Yahoo News 12 Jul 07
Malaysia could clone endangered leatherback turtles

Scientists in Malaysia could try to clone the critically endangered leatherback sea turtle, the world's largest living reptile, if other efforts to conserve it fail, a report said Thursday.

"We are worried about the dwindling number of leatherback turtles," Junaidi Che Ayub, the director-general of the Fisheries Department, was quoted as saying in the New Straits Times newspaper.

"Although some have been returning to our shores to nest, their eggs have been infertile and do not hatch," he said in the report.

The option to clone leatherbacks, the world's largest turtles, is part of a 32-million-ringgit (9.3-million-dollar) study to save the species from extinction, the paper said.

Leatherbacks drew large crowds to the coast of Terengganu state in eastern Malaysia during the 1960s, as tourists marvelled at nesting females. But they have been hunted for their meat and shells and many get entangled and die in fishing nets in the sea, which has brought the creature to the verge of extinction.

The option to clone leatherbacks would be studied over five years, Junaidi said, in a project involving local and foreign experts, who will test the technique on abundant green turtles first.

"Once we have perfected the technique, we will apply it to leatherback turtles as they are a more complicated species in the turtle family," Junaidi said.

Experts say the number of nesting leatherback turtles in the Pacific has plummeted to 5,000 from an estimated 91,000 in 1980.

At least 40 conservationists, scientists and officials from the Asian Development Bank are to meet in Terengganu next week to develop a conservation plan to save leatherbacks in the Pacific region.

Yahoo News 12 Jul 07
Malaysia to try to clone threatened turtles

Malaysia is launching a $9 million project to try to clone some of its threatened leatherback turtles in a last-ditch bid to save them from extinction.

Malaysian agricultural and veterinary experts will join scientists in domestic and foreign universities on the five-year project, the New Straits Times reported on Thursday.

Junaidi Che Ayub, chief of Malaysia's fisheries department, said the cloning procedure would first be carried out on green turtles, which are abundant in Malaysia's northeastern state of Terengganu, where the leatherbacks nest.

"Once we have perfected the technique, we will apply it to leatherback turtles as they are a more complicated species in the turtle family," the paper quoted Junaidi as saying.
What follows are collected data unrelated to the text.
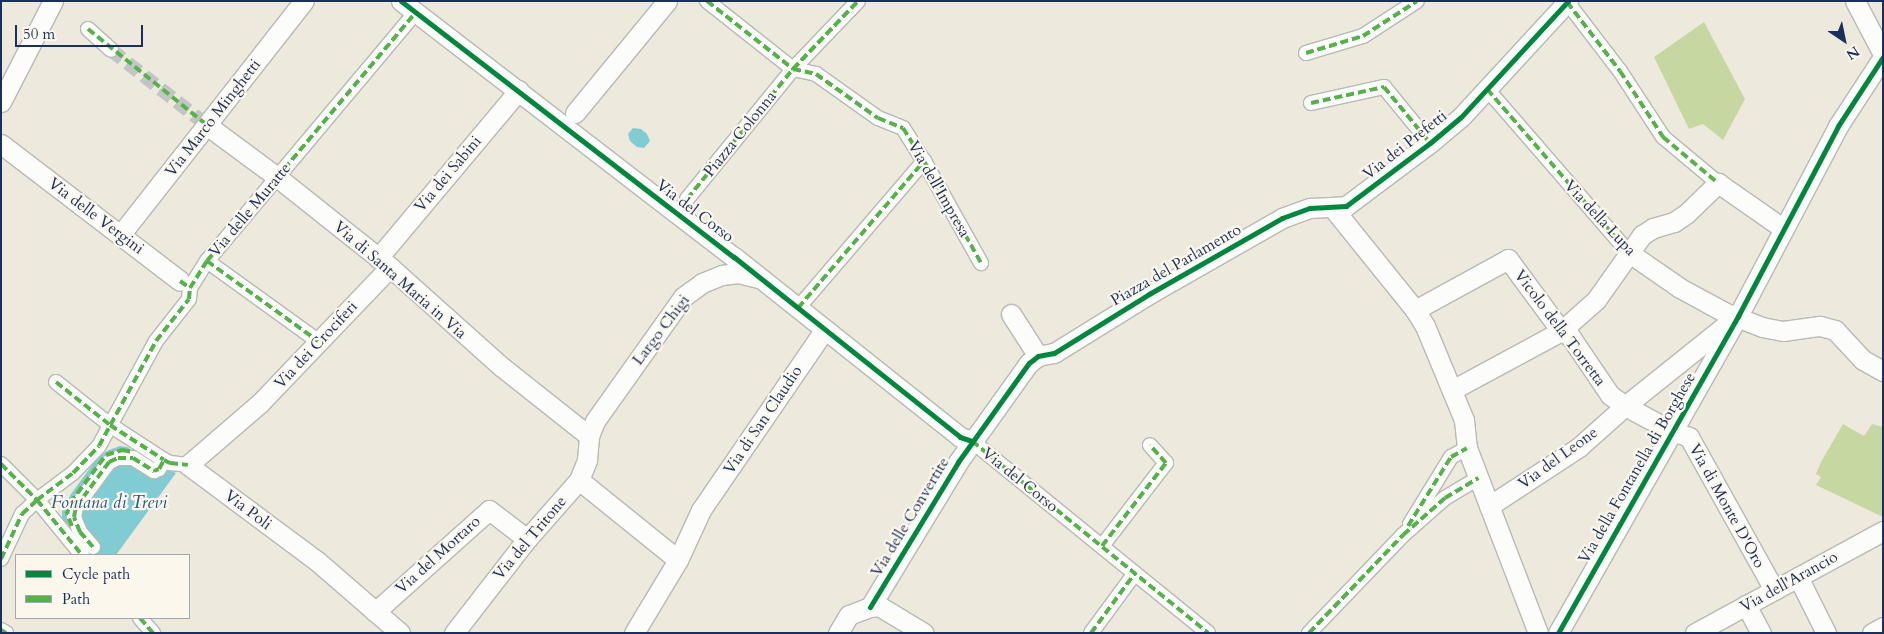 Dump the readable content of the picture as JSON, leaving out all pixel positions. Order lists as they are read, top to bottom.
{
  "streets": {
    "street": [
      "Via Marco Minghetti",
      "Piazza Colonna",
      "Via dei Prefetti",
      "Via dei Sabini",
      "Via dell'Impresa",
      "Via delle Muratte",
      "Via del Corso",
      "Via delle Vergini",
      "Via della Lupa",
      "Piazza del Parlamento",
      "Via di Santa Maria in Via",
      "Vicolo della Torretta",
      "Largo Chigi",
      "Via dei Crociferi",
      "Via di San Claudio",
      "Via del Leone",
      "Via della Fontanella di Borghese",
      "Via di Monte D'Oro",
      "Via Poli",
      "Via delle Convertite",
      "Via del Tritone",
      "Via del Mortaro",
      "Via dell'Arancio"
    ]
  },
  "crossings": [
    ["Via Marco Minghetti", "Via delle Vergini"],
    ["Via Marco Minghetti", "Via di Santa Maria in Via"],
    ["Piazza Colonna", "Via dell'Impresa"],
    ["Via dei Prefetti", "Via della Lupa"],
    ["Via dei Prefetti", "Piazza del Parlamento"],
    ["Via dei Sabini", "Via del Corso"],
    ["Via dei Sabini", "Via di Santa Maria in Via"],
    ["Via dei Sabini", "Via dei Crociferi"],
    ["Via delle Muratte", "Via del Corso"],
    ["Via delle Muratte", "Via delle Vergini"],
    ["Via delle Muratte", "Via di Santa Maria in Via"],
    ["Via del Corso", "Largo Chigi"],
    ["Via del Corso", "Via di San Claudio"],
    ["Via del Corso", "Via delle Convertite"],
    ["Via della Lupa", "Via del Leone"],
    ["Via della Lupa", "Via della Fontanella di Borghese"],
    ["Piazza del Parlamento", "Via delle Convertite"],
    ["Via di Santa Maria in Via", "Largo Chigi"],
    ["Via di Santa Maria in Via", "Via dei Crociferi"],
    ["Via di Santa Maria in Via", "Via del Tritone"],
    ["Vicolo della Torretta", "Via del Leone"],
    ["Vicolo della Torretta", "Via della Fontanella di Borghese"],
    ["Vicolo della Torretta", "Via di Monte D'Oro"],
    ["Largo Chigi", "Via del Tritone"],
    ["Via dei Crociferi", "Via Poli"],
    ["Via del Leone", "Via della Fontanella di Borghese"],
    ["Via della Fontanella di Borghese", "Via di Monte D'Oro"],
    ["Via di Monte D'Oro", "Via dell'Arancio"],
    ["Via Poli", "Via del Mortaro"],
    ["Via del Tritone", "Via del Mortaro"]
  ],
  "water": ["Fontana di Trevi"],
  "legend": ["Cycle path", "Path"],
  "scale_bar": "50 m",
  "north": "bottom right"
}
Rantau Abang in Terengganu used to be the nesting home of one of the seven largest leatherback populations in the world but its population has declined by more than 99 percent since the 1960s, global conservation group WWF says on its Malaysia Web site.

Leatherbacks, known to scientists as Dermochelys coriacea, get their name from their leathery carapace, and have distinctive long front flippers, the site said.

They face threats such as the loss of nesting and feeding places, excessive egg-collection, fatal entangling in fishing nets, pollution and coastal development, it added.

Cloning animals involves taking the nuclei of cells from adults and fusing them into other egg cells that are implanted into a surrogate mother.

One of the most famous cloned animals, Dolly the sheep, was born in 1996. She was later euthanized at the age of 8 because of a degenerative lung condition.